First, it used to be common sense that placing a man and woman in closed quarters for an extended period of time could easily lead to situations where sexual activity will result. Most people still see unmarried sex as immoral - although decreasingly so. Certainly Judaism does. The laws of Yichud (the prohibition against an unmarried man and woman secluded in a closed space) are designed exactly to prevent that.
It also used to be common sense that women in the military were not placed into combat. Today, that too is considered sexist. Today, any thought of separating the sexes in any way is seen as sexist or anti woman by denying women equal opportunity with men.
In fact social norms are changing even more. For the worse. Equal opportunity is no longer enough. The more extreme interpretations of liberalism has has morphed equal opportunity into into equal outcomes. Regardless of how they get there. It’s ironic that what started out as the very fine intention or assuring equality among all people has morphed into the grossly unfair social norm of equal outcome. a socilist idea if tthere ever was one. But I digress.

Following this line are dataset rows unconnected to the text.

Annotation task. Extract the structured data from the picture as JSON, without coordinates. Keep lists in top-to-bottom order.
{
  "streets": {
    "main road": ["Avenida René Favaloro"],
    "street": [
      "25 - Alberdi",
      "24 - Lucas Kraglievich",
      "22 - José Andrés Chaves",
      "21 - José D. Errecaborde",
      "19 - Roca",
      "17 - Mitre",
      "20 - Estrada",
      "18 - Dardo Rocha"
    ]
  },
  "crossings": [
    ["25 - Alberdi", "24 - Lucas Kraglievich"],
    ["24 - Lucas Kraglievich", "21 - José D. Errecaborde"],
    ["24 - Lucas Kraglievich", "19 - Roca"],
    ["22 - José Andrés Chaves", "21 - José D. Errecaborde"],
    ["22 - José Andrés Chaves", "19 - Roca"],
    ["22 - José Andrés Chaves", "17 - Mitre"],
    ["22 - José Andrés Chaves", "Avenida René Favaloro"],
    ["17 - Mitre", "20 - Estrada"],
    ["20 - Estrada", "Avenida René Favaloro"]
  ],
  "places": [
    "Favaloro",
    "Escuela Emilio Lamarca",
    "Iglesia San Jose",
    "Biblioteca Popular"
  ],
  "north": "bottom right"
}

My point is that common sense is no longer valued. The only value is equal outcome. No matter what gets in the way - including common sense.
These thoughts came to mind when reading an article by Rabbi Moshe Taragin in the JewishPress:
Over the past few years, the army has begun integrating women into combat units... Two weeks ago, the army announced that a pilot program assessing the viability of women serving as tank commanders had proven successful and that, going forward, officer training courses for tank units would now be mixed-gender. This came as a shock to our talmidim who were aspiring to be officers. Serving in a mixed-gender tank unit creates obvious and significant halachic issues, as well as serious tzniyut considerations.
I get that feminists want to be given the same opportunities as men. But that desire cannot always override other considerations. Like the abovementioned significant Halachic issues. In my view common sense alone should dismiss any thought of a man and a women serving in such close intimate quarters such as the cramped space of a tank - for an extended period of time.
But this is not the world in which we live today. Today the idea of equal outcome for women and men in the military overrides both Halcha and common sense. Urging self control as do today's feminists suggest as a solution to avoid those problems does not always work.
An article by Akiva Lehman in VIN is another example of the disappearance of common sense:
The Torah’s view is that unless certain rare criteria are met, every Jewish man must try his best to be married before he turns 20. (Shulchan Aruch E”H siman 1)
This is in contrast to the opinion of the world around us that decries this as irresponsible.
What Akiva seems to miss is that there are many things recorded in the Gemara cited as Halacha that no responsible person in the civilized world would ever do today. For example, how many people would forcibly marry off their 12 year old daughter (a Na'arah?) The Torah gives a father that right. A right that is discussed numerous times in the Gemara under a variety of circumstances. Never once suggesting that this is ever an irresponsible thing to do.
Something that was once an acceptable and common practice can become an uncommon and unacceptable practice in a later time when conditions change. No one in his right mind would forcibly marry off their 12 year old daughter today. It would be considered major child abuse. Even though the Gemara talks about it so matter of factly.
This is what Akiva fails to understand. Times change. What was once an acceptable practice is now considered a form of child abuse. In our world today (and I mean the Torah observant world) this is as unacceptable as it is in the general culture. It would be tragic - and most likely scar a 12 year girl for life if she were to be subjected to that.
Obviously getting married by age 20 is not in the same league as getting married at age 12. But that does not by itself make it acceptable. Getting married too young is a prescription for divorce. Most young men at that age are nowhere near thinking about what it means to get married, have children, and support a family.
It makes no sense to use a what was once a common norm - in our era where it can cause great harm to one’s future. The less mature one is when getting married the more the chances of divorce increase. I believe that there is data that bears that out. A quick google search led me to the following online:
Couples who get married at age 20 are 50 percent more likely to divorce than couples who wait until they're 25, with 28 being the "sweet spot" when it comes to marriage, a 2016 study by Psychology Today.
Simple common sense should also tell you that getting marred to young is a bad idea. But common sense just doesn’t seem to exist anymore.
Waiting for the pendulum to swing back. Not sure it will happen in my lifetime. If ever.